Desvendando os Mitos e Realidades das Doenças Invernais com um Pneumologista

O Brasil deu as boas-vindas ao inverno no dia 21 de junho. A expectativa é que esta época, considerada a mais fria do ano, apresente temperaturas bastante baixas, especialmente em julho, o que também marca o início da temporada de gripes e resfriados. A queda nas temperaturas traz à tona diversos mitos e realidades sobre as doenças respiratórias, que são abordados pelo pneumologista Gabriel Domingues dos Santos, professor de Pneumologia na Universidade de Mogi das Cruzes (UMC).

Segundo Domingues, o ar frio e seco característico do inverno pode afetar o funcionamento das células que revestem as vias respiratórias. Essa condição dificulta a eliminação de germes, poluentes e outras partículas inaladas, favorecendo infecções respiratórias e agravando doenças crônicas como asma e Doença Pulmonar Obstrutiva Crônica (DPOC). Ele também menciona a maior circulação de vírus respiratórios, incluindo Influenza, Covid-19 e Vírus Sincicial Respiratório (VSR), que tendem a aumentar nesta época do ano.

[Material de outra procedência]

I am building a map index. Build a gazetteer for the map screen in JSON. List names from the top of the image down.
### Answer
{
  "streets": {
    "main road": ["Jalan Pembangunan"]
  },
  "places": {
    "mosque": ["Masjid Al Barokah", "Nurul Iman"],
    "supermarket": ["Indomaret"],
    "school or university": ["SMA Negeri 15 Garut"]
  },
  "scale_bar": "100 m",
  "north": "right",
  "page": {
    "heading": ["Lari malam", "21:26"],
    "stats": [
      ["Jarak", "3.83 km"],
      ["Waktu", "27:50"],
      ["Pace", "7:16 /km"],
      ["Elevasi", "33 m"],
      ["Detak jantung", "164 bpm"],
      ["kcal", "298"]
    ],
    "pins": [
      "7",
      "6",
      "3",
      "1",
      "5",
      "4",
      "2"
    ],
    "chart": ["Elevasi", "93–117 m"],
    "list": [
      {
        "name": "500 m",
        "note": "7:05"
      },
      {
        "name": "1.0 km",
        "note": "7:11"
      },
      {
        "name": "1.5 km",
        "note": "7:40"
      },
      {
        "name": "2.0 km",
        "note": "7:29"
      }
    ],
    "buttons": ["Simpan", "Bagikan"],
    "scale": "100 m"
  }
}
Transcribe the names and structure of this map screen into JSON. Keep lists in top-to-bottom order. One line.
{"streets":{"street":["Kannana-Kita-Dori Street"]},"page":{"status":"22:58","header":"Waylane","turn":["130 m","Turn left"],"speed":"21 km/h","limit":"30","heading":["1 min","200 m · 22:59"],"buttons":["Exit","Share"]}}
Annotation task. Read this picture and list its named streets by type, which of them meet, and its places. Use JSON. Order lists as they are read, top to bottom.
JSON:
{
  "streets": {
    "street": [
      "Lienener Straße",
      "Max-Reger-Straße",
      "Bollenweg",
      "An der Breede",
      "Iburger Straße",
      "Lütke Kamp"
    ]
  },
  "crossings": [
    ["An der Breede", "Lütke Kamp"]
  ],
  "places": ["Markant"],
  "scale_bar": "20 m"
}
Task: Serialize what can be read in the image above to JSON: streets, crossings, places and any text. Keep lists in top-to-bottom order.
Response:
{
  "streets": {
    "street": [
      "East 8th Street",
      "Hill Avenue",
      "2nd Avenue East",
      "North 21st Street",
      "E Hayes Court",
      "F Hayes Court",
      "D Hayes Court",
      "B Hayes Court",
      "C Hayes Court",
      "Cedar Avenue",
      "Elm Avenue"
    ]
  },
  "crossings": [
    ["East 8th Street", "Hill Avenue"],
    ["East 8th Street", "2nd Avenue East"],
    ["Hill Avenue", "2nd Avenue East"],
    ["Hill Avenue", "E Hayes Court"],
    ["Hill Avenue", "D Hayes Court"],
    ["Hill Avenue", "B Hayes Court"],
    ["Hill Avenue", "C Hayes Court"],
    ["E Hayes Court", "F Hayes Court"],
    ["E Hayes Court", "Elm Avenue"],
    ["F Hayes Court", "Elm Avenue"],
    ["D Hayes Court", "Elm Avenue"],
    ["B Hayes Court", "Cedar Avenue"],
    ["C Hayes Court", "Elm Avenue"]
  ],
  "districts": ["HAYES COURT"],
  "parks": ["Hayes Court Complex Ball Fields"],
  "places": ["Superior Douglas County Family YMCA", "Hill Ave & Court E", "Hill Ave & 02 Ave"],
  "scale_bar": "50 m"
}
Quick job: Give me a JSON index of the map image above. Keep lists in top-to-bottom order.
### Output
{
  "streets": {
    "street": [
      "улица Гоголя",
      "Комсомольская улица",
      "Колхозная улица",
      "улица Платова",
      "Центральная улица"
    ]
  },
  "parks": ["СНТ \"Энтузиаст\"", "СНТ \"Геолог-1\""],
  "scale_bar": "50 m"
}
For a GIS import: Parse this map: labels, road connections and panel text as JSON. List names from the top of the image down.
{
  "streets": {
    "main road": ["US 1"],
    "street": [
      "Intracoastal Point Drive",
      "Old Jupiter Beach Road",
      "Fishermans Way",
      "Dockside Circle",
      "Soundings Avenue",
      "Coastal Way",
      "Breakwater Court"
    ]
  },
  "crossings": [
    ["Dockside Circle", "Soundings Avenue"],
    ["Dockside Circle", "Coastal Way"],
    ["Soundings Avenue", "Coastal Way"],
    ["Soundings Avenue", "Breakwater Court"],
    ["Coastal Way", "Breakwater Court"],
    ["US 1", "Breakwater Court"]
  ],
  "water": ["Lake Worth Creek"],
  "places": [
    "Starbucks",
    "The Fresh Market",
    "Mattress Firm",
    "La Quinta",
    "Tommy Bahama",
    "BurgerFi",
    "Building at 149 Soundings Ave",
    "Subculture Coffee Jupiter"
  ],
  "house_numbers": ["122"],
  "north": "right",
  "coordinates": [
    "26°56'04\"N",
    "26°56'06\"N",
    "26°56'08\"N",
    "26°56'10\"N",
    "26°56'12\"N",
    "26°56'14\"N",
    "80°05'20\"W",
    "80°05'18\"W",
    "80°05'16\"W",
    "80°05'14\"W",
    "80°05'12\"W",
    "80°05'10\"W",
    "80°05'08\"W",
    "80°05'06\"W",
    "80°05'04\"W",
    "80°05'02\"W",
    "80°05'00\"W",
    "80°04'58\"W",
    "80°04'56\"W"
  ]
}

O especialista aponta que muitos casos estão relacionados ao comportamento das pessoas durante o inverno: “A hidratação costuma ser negligenciada, as pessoas tendem a ficar mais tempo em ambientes fechados e mal ventilados, facilitando o contato próximo entre elas. Além disso, ao reusar roupas e cobertores guardados por longos períodos, há um acúmulo de poeira e ácaros, criando um ambiente propício para doenças como rinite e sinusite.”

Entre os vários mitos que surgem nesta época estão algumas crenças equivocadas sobre vacinas. Domingues destaca: “Um dos mitos mais comuns é que a vacina provoca gripe. Embora algumas pessoas possam ter reações leves como dor no local da injeção ou febre baixa, esses sintomas geralmente desaparecem rapidamente. A vacinação é fundamental para reduzir o risco de formas graves da doença e hospitalizações relacionadas à Influenza e Covid-19. Além disso, vacinas contra o Vírus Sincicial Respiratório (VSR) devem ser consideradas para os grupos indicados.”

Outro mito popular é a ideia de que andar descalço ou expor-se ao vento frio pode causar doenças respiratórias: “As infecções gripais são causadas por vírus. Fatores como ficar em ambientes fechados e aglomerados, não higienizar as mãos adequadamente ou não se manter hidratado são condições que favorecem a propagação dessas infecções. Por outro lado, andar descalço ou consumir água gelada não têm relação com isso.”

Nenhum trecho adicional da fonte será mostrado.